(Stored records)
===============

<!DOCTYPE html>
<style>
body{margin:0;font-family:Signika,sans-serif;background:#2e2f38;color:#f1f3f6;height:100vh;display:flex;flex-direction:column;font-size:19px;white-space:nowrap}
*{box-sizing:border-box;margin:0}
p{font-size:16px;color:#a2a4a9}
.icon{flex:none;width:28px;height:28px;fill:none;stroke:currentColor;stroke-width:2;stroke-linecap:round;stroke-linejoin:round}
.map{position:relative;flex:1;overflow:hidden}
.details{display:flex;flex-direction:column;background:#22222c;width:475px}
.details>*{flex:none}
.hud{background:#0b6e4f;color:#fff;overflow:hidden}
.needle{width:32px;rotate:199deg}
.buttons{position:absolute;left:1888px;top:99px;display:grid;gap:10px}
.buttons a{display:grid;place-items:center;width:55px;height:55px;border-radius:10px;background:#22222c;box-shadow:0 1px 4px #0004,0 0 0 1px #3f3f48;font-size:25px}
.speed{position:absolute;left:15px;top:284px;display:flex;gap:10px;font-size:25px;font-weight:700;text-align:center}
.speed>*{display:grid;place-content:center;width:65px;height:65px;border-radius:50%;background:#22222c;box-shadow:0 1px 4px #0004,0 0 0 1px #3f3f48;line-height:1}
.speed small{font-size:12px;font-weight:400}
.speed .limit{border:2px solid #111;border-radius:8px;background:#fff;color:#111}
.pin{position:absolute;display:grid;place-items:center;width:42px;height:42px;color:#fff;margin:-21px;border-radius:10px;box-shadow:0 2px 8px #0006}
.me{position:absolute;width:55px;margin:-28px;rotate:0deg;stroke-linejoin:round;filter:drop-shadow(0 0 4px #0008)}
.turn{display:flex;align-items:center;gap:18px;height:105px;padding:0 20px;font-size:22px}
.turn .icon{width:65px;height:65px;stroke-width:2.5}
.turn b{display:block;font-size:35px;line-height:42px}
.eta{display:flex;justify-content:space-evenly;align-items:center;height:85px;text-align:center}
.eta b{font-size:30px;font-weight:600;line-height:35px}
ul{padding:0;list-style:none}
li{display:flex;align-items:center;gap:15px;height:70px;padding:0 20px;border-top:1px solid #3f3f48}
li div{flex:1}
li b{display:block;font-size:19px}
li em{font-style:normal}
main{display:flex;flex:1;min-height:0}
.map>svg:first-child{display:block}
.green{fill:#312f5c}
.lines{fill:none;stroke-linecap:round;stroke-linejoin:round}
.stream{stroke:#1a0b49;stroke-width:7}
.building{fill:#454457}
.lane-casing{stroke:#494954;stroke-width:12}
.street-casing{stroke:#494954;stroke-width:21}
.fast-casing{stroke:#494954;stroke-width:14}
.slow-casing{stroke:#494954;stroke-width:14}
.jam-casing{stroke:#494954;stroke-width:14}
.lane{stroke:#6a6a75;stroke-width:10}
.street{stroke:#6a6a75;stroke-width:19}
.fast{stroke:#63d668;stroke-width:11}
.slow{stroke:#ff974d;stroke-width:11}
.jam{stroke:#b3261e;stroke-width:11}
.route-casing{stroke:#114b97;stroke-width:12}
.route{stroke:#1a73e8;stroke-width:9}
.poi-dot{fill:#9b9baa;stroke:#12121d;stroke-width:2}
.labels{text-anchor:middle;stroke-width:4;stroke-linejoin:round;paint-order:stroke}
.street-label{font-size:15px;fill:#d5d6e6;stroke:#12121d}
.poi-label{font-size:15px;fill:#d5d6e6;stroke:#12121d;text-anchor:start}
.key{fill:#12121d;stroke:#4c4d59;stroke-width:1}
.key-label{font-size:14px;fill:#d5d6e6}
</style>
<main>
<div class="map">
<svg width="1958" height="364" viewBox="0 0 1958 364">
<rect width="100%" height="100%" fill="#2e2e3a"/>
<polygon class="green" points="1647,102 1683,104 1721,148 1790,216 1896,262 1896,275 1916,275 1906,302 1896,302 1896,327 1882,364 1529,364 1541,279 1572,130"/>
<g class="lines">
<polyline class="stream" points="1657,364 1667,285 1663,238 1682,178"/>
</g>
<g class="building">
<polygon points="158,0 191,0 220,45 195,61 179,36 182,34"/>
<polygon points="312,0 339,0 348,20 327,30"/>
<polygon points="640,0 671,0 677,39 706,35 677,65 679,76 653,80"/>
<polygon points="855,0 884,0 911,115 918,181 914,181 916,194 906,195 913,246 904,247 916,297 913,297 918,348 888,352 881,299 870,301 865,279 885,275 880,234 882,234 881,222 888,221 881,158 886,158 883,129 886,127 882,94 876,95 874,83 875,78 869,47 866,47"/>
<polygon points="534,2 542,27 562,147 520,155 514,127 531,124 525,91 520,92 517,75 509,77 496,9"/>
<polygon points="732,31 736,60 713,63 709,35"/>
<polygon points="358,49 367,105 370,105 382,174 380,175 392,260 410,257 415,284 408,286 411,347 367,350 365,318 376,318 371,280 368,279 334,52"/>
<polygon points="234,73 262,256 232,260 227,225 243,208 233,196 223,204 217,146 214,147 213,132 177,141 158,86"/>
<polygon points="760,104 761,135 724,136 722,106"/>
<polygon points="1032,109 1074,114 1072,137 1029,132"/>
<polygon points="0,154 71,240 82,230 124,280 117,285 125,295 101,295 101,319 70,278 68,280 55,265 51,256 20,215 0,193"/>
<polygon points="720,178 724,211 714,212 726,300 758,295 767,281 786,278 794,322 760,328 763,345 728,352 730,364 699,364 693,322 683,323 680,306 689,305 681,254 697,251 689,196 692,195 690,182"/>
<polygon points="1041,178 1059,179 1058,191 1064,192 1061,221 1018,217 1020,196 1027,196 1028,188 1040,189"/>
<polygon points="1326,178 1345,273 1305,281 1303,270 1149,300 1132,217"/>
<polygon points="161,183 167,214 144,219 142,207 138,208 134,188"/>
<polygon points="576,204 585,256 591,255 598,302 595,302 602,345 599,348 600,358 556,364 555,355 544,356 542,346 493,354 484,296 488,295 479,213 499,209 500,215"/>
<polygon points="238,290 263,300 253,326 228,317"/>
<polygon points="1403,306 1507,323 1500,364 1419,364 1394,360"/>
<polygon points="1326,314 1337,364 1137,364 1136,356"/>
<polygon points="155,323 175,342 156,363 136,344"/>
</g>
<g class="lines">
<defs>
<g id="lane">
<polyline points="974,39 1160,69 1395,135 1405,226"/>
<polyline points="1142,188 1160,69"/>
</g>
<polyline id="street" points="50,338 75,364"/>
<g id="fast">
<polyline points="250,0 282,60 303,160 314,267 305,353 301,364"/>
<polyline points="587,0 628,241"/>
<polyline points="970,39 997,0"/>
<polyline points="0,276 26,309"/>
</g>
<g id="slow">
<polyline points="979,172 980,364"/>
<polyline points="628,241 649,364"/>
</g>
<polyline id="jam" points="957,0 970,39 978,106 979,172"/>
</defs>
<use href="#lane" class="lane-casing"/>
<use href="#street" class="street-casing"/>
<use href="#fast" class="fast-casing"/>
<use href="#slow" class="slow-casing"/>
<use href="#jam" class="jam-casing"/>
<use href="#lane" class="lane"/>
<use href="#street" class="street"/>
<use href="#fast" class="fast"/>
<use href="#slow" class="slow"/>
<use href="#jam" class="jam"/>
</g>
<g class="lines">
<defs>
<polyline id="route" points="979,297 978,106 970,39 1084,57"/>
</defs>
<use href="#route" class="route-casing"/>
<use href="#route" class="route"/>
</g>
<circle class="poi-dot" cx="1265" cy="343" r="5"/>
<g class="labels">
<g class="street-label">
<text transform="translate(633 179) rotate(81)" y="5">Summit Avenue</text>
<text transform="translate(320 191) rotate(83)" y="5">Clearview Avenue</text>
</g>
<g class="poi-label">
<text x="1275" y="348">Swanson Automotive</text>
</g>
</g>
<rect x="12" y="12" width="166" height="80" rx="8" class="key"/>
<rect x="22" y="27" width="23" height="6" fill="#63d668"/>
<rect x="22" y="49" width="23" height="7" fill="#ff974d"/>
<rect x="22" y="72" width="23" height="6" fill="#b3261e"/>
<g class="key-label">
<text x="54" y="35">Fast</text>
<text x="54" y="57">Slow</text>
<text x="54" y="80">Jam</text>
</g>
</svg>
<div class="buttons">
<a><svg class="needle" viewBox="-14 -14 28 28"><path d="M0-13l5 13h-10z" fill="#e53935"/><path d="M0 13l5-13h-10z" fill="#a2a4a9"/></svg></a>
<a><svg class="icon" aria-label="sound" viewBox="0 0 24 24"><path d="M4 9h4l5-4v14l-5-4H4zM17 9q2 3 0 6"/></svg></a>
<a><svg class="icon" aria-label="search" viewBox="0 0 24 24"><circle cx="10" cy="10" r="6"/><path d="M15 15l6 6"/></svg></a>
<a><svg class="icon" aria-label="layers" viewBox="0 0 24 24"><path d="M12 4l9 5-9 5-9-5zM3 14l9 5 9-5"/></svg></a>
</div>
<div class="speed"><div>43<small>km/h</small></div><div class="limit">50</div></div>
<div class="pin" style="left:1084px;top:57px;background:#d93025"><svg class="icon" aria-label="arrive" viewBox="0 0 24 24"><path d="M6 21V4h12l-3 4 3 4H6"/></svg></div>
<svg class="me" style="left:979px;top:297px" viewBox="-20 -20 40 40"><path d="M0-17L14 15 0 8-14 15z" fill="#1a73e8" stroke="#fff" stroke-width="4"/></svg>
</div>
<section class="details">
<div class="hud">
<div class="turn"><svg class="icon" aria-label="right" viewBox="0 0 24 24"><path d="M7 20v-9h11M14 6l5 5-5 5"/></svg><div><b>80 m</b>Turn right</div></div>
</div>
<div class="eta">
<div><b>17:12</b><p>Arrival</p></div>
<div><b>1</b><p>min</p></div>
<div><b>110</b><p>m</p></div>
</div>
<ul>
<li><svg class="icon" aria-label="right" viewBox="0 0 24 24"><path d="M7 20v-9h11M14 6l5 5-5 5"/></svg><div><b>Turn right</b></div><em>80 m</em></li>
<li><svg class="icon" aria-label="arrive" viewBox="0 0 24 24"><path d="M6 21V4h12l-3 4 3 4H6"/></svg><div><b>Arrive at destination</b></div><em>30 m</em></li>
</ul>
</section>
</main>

===============

▸ **Exercise directions**
Report the number of lines in the entries where the word "small" occurs, and add nothing else.

▸ **Answer space**
2